The women's championships commenced in 1922 as an amateur event and remained so until 1974. In the inaugural event, Joyce Cave defeated her sister Nancy Cave in the final.

Both Championships have been played continuously since inception, with the exception of the men's championship in 1934 (when no challenger to F.D. Amr Bey emerged), during World War 2 and 2010 and 2011 (latter years due to lack of sponsorship). The men's and women's events were originally held separately, but have been held as a joint event since 1983.
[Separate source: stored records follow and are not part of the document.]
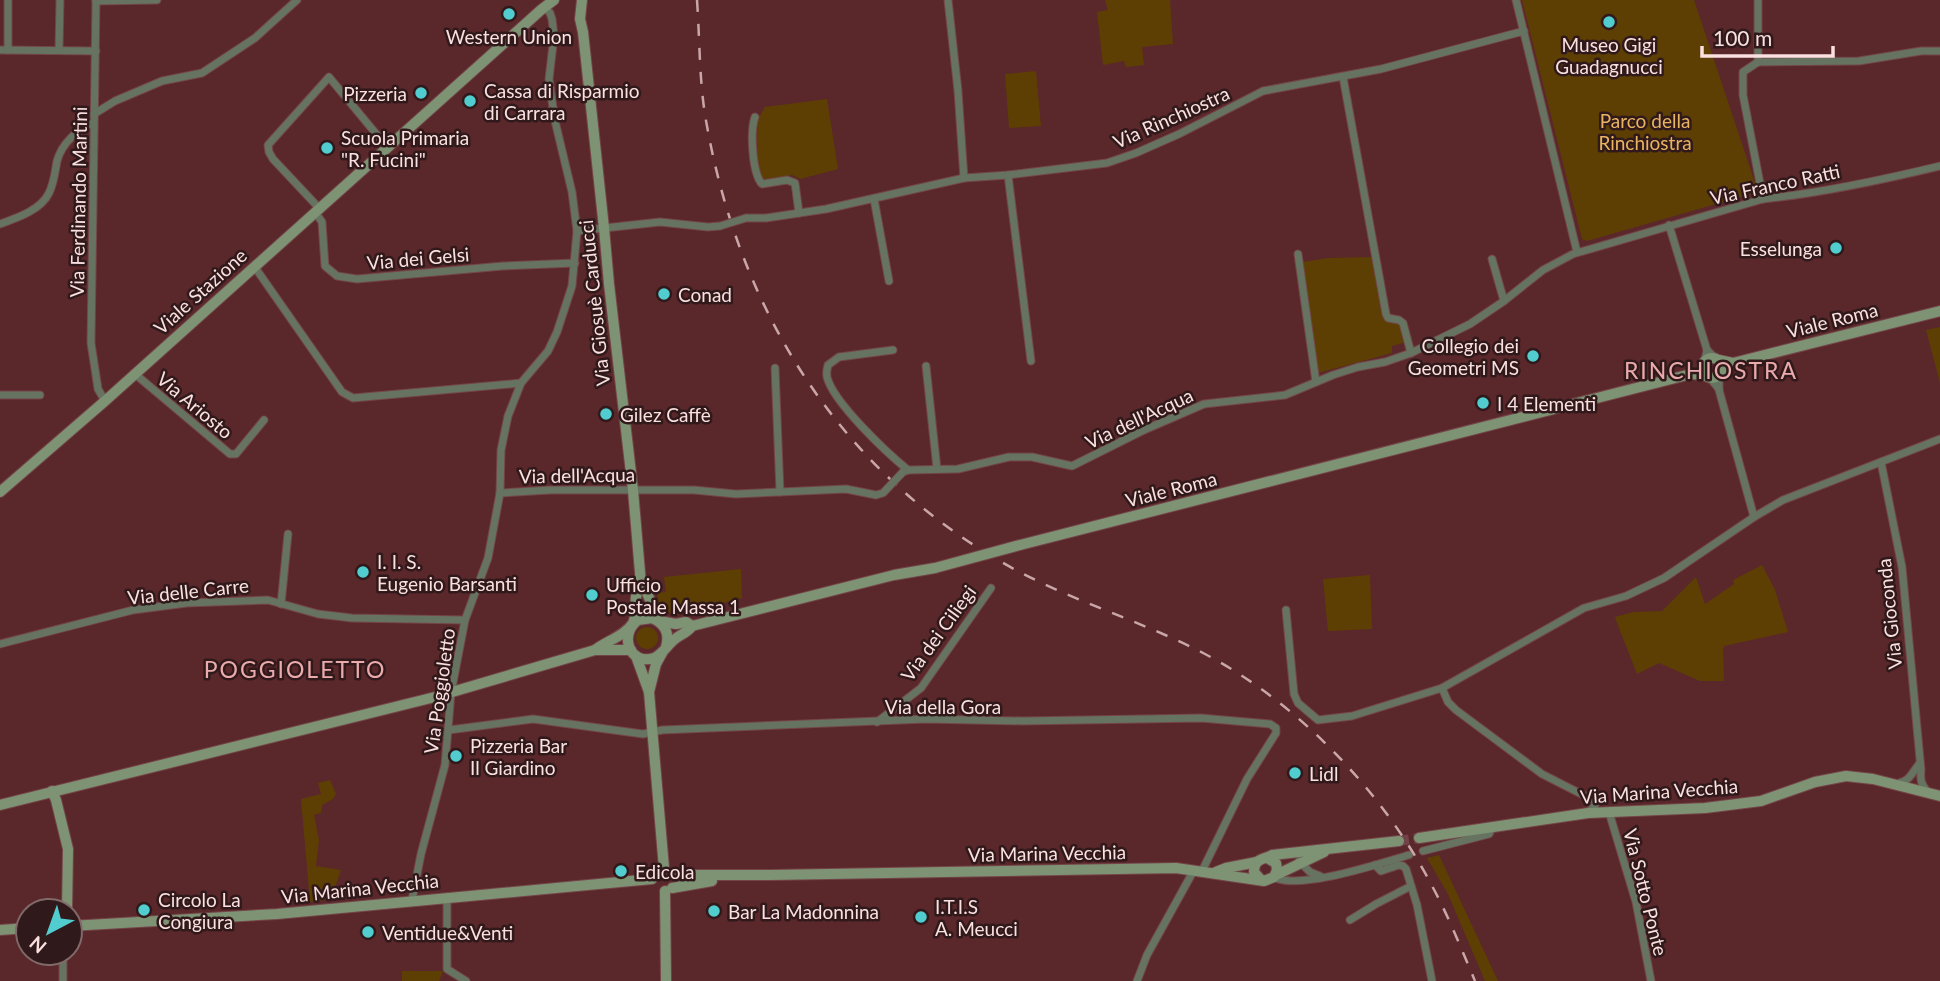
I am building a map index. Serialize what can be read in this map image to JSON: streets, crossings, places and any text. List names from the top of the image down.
{
  "streets": {
    "main road": [
      "Viale Stazione",
      "Via Giosuè Carducci",
      "Viale Roma",
      "Via Marina Vecchia"
    ],
    "street": [
      "Via Rinchiostra",
      "Via Franco Ratti",
      "Via Ferdinando Martini",
      "Via dei Gelsi",
      "Via Ariosto",
      "Via dell'Acqua",
      "Via delle Carre",
      "Via Gioconda",
      "Via dei Ciliegi",
      "Via Poggioletto",
      "Via della Gora",
      "Via Sotto Ponte"
    ]
  },
  "crossings": [
    ["Via Rinchiostra", "Via Giosuè Carducci"],
    ["Via Rinchiostra", "Via Poggioletto"],
    ["Via Franco Ratti", "Via dell'Acqua"],
    ["Via Ferdinando Martini", "Viale Stazione"],
    ["Via dei Gelsi", "Viale Stazione"],
    ["Via dei Gelsi", "Via Poggioletto"],
    ["Viale Stazione", "Via Ariosto"],
    ["Viale Stazione", "Via Poggioletto"],
    ["Via Giosuè Carducci", "Viale Roma"],
    ["Via Giosuè Carducci", "Via dell'Acqua"],
    ["Via dell'Acqua", "Via Poggioletto"],
    ["Via delle Carre", "Via Poggioletto"],
    ["Via Gioconda", "Via Marina Vecchia"],
    ["Via dei Ciliegi", "Via della Gora"],
    ["Via Poggioletto", "Via della Gora"],
    ["Via Poggioletto", "Via Marina Vecchia"],
    ["Via della Gora", "Via Marina Vecchia"],
    ["Via Marina Vecchia", "Via Sotto Ponte"]
  ],
  "districts": ["RINCHIOSTRA", "POGGIOLETTO"],
  "parks": ["Parco della Rinchiostra"],
  "places": [
    "Western Union",
    "Museo Gigi Guadagnucci",
    "Pizzeria",
    "Cassa di Risparmio di Carrara",
    "Scuola Primaria \"R. Fucini\"",
    "Esselunga",
    "Conad",
    "Collegio dei Geometri MS",
    "I 4 Elementi",
    "Gilez Caffè",
    "I. I. S. Eugenio Barsanti",
    "Ufficio Postale Massa 1",
    "Pizzeria Bar Il Giardino",
    "Lidl",
    "Edicola",
    "Circolo La Congiura",
    "Bar La Madonnina",
    "I.T.I.S A. Meucci",
    "Ventidue&Venti"
  ],
  "scale_bar": "100 m",
  "north": "bottom left"
}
The most successful players in the history of the championships are Australian Heather McKay (née Blundell), who won the women's event 16 consecutive times from 1962 to 1977, and Pakistani Jahangir Khan, who won the men's title for 10 consecutive times from 1982 to 1991.

Venues 
The event has been held at various venues since the challenge system ended in 1947.
1948–1960 Lansdowne Club, London
1961–1962 Royal Automobile Club, London
1963–1968 Lansdowne Club and Royal Aero Club, London
1969, 1970–1974 Abbeydale Park, Sheffield
1970–1971 Edgbaston Priory, Birmingham
1975-1980+ Wembley Squash Centre, London
1980+, 1984–1994 Wembley Conference Centre
1981–1982 Churchill Theatre, Bromley
1983 Assembly Rooms, Derby
1984–1994 Wembley Conference Centre, London
1995–1997 Cardiff, Wales
1998, 2000, 2001 National Indoor Arena, Birmingham
1999 Aberdeen, Scotland
2002, 2005, 2007, 2009 National Squash Centre, Manchester
2003–2004 Albert Hall, Nottingham
2006 University of Nottingham, Nottingham
2008 Echo Arena, Liverpool
2012 The O2, London
2013 KC Stadium, Hull
2014–2022 Airco Arena, Hull
2023–present Edgbaston Priory Club and Birmingham Repertory Theatre, Birmingham
+ later rounds held at Conference Centre

Decline 
After being staged at the Wembley Conference Centre for 10 years until 1994 with some capacity crowds, the event began to move around Britain with eight different venues over the next 17 years – only twice staying in the same venue for consecutive years.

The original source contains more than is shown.